> What this task involves:
In the entries below, find each line bearing the string "Keep" and copy it.

> Information shown:
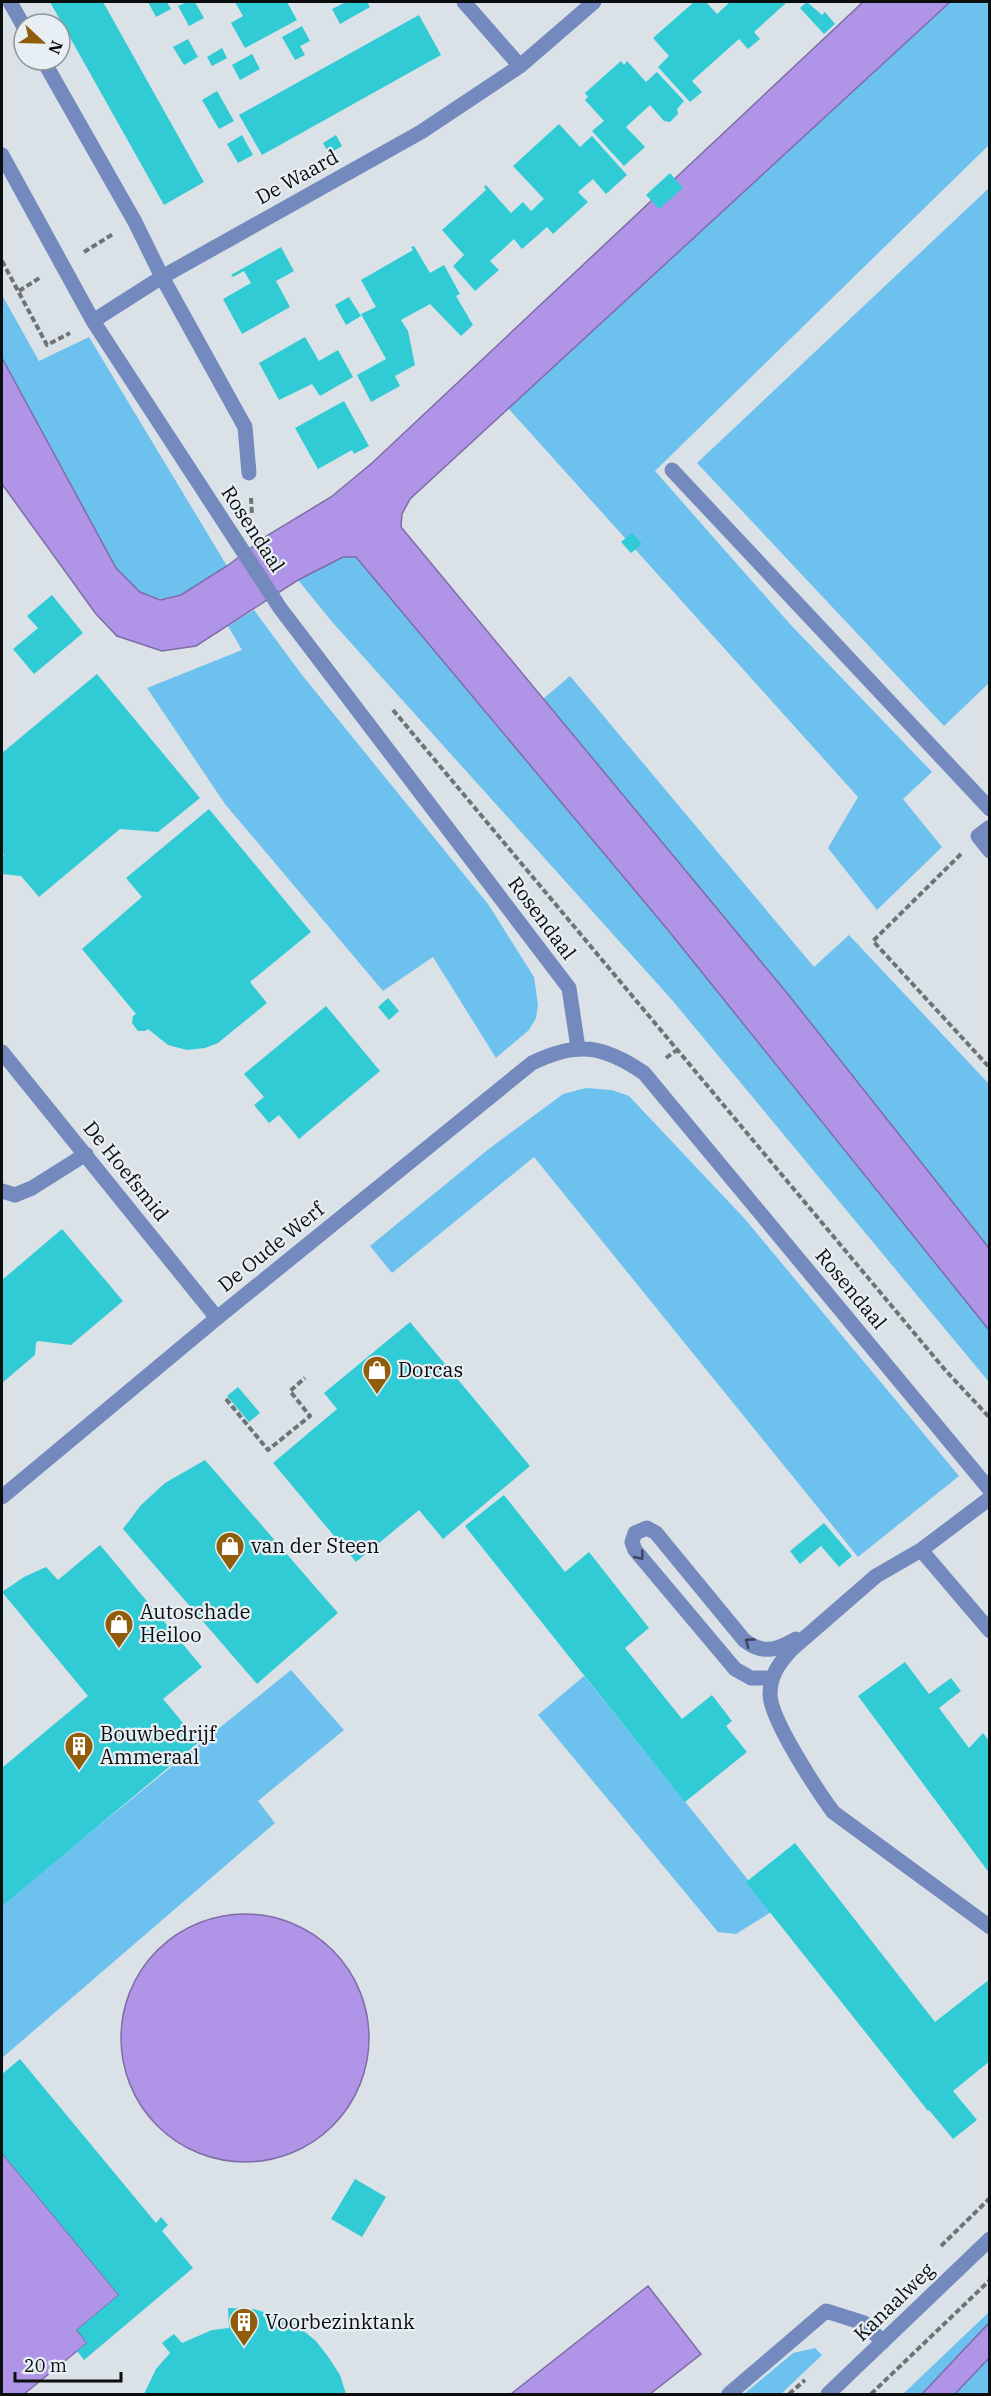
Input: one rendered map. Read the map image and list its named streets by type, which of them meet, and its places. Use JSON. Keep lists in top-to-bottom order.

...

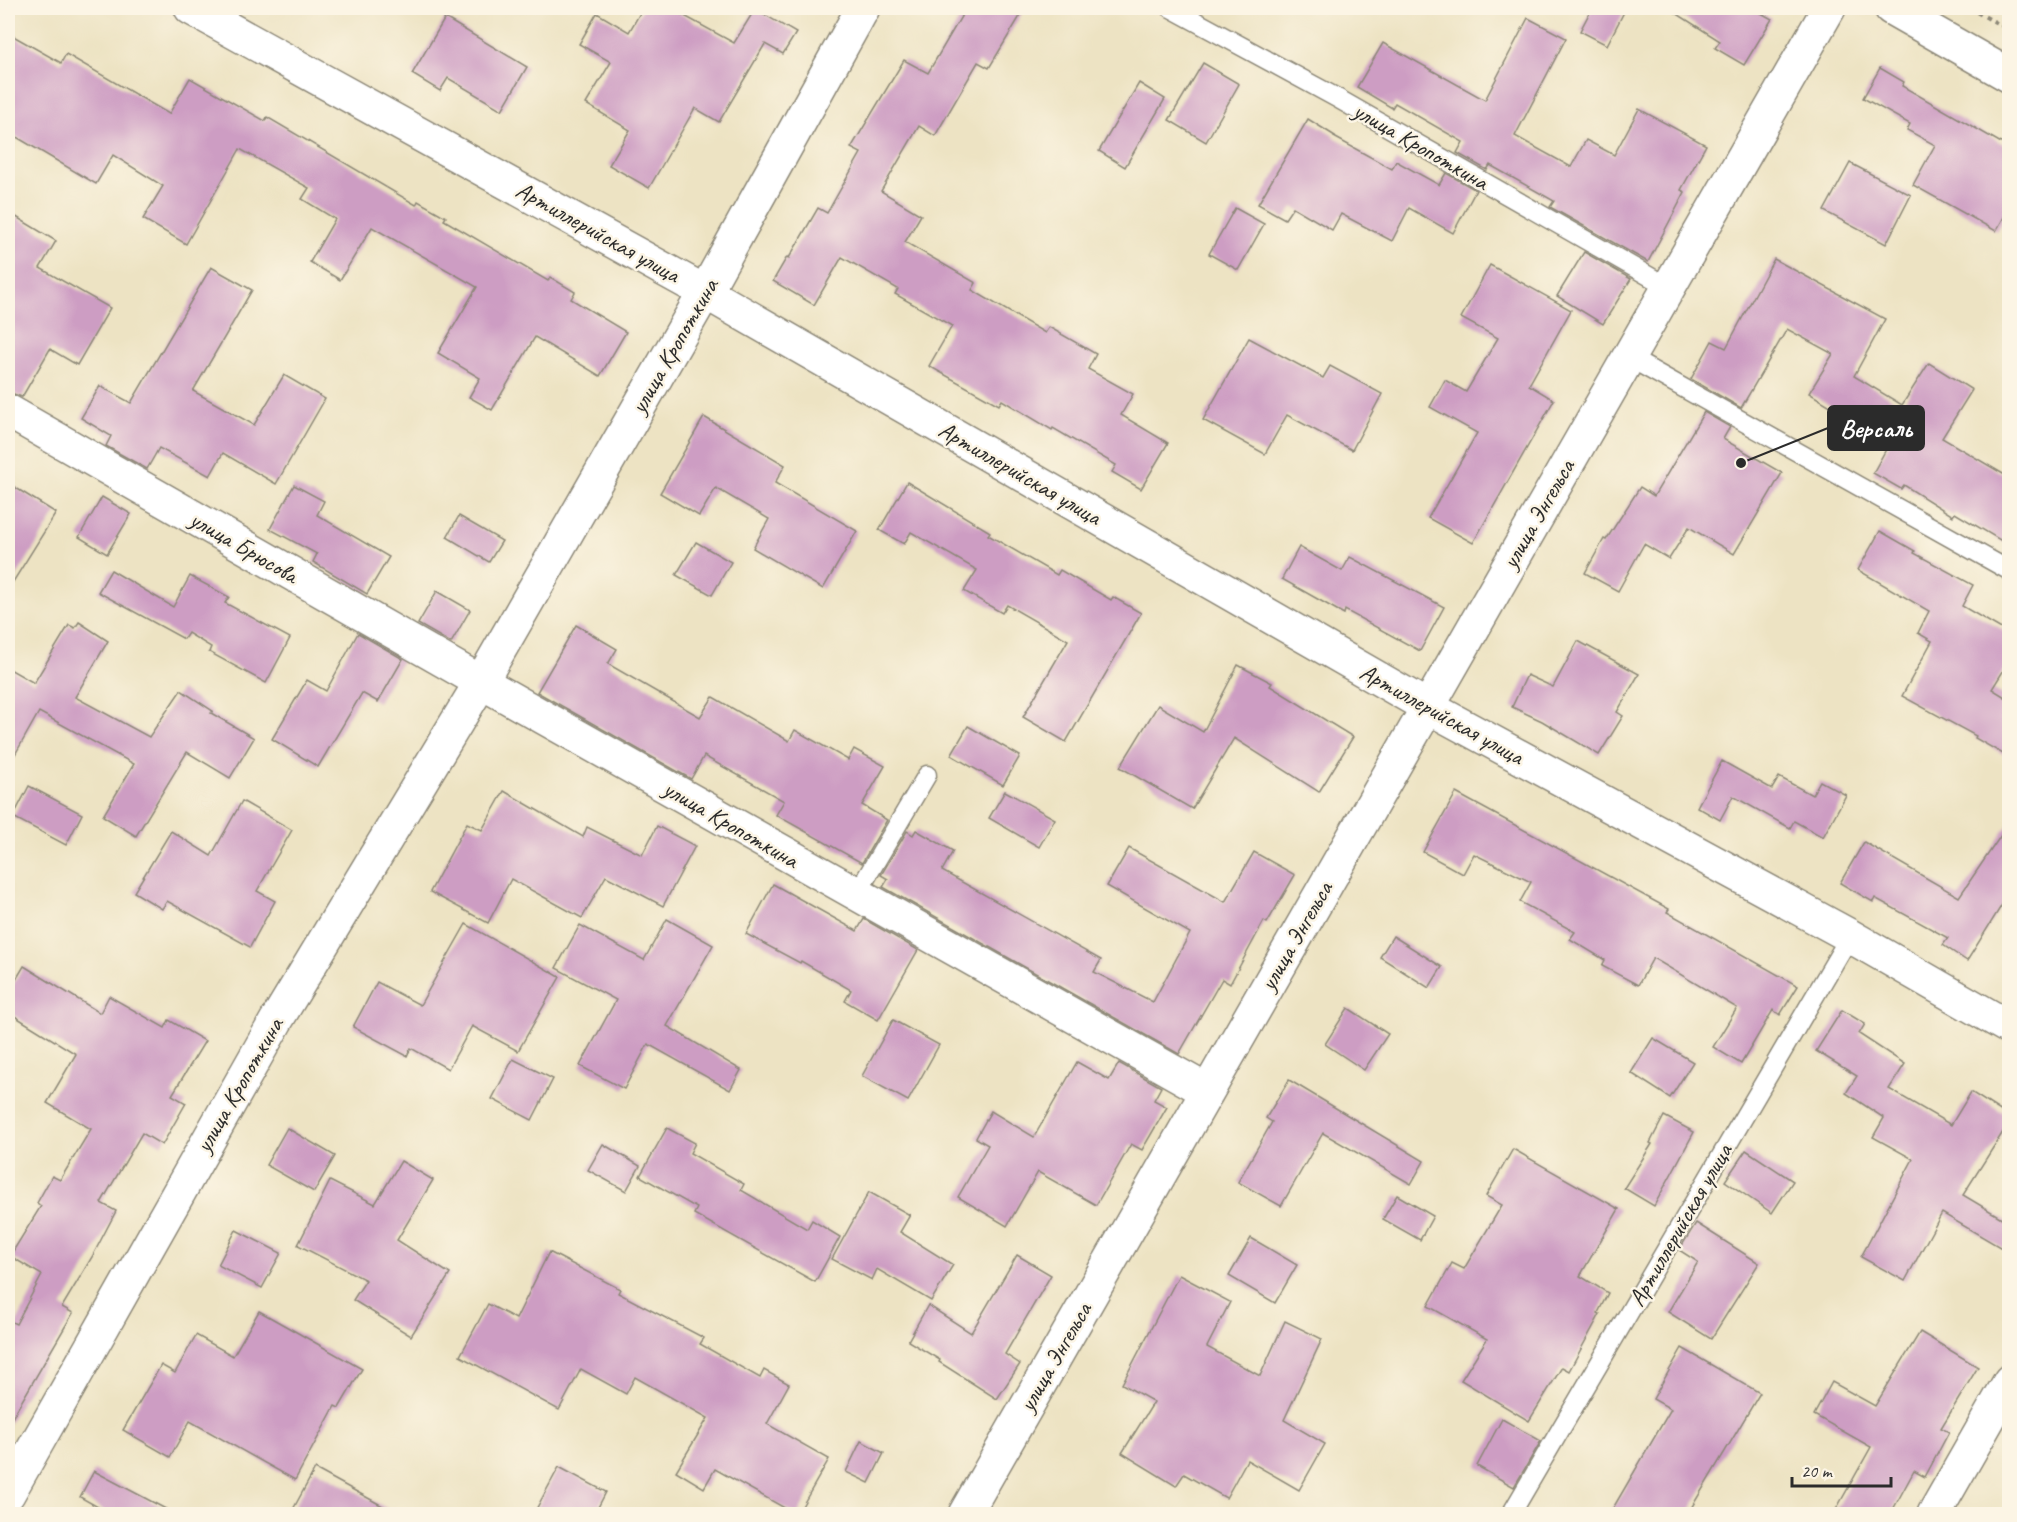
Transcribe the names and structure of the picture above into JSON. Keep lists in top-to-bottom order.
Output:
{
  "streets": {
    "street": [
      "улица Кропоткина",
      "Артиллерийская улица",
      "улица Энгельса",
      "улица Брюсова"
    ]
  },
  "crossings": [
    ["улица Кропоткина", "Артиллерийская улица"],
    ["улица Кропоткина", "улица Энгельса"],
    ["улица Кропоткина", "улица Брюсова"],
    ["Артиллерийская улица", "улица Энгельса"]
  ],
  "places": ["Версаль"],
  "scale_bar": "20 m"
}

> Answer to this problem:
Input: one rendered map. Read the map image and list its named streets by type, which of them meet, and its places. Use JSON. Keep lists in top-to-bottom order.
Transcribe the names and structure of the picture above into JSON. Keep lists in top-to-bottom order.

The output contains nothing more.